*Your instructions*: In the listing below, find each line that holds "street" and list it.

*Input data*:
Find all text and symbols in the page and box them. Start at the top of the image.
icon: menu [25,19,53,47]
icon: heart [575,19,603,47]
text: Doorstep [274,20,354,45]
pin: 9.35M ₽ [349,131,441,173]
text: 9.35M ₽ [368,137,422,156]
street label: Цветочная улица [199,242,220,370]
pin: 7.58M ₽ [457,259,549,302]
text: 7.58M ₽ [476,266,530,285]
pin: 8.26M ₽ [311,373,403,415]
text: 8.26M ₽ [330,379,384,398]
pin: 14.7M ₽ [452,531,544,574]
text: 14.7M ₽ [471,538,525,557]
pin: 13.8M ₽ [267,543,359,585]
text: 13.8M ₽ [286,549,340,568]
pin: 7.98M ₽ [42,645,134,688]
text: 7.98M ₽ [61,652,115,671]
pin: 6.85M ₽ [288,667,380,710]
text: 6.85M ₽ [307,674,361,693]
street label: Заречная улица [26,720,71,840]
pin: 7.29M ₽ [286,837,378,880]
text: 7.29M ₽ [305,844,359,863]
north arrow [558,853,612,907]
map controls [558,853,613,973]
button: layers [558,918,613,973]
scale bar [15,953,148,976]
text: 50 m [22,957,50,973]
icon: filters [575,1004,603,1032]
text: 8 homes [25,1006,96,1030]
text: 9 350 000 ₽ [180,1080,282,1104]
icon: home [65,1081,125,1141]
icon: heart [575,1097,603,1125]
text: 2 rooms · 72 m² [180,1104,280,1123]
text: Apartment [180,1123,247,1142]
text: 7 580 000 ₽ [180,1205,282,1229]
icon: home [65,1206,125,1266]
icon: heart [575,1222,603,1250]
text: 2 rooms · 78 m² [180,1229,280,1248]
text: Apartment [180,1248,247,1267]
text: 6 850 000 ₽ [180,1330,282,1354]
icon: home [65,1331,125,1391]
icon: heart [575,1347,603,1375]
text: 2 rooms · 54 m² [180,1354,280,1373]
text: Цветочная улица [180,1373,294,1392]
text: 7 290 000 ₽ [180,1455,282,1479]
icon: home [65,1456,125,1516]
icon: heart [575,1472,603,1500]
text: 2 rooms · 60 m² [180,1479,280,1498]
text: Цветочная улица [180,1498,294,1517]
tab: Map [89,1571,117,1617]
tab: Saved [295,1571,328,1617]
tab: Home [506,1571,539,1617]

*Written answer*:
street label: Цветочная улица [199,242,220,370]
street label: Заречная улица [26,720,71,840]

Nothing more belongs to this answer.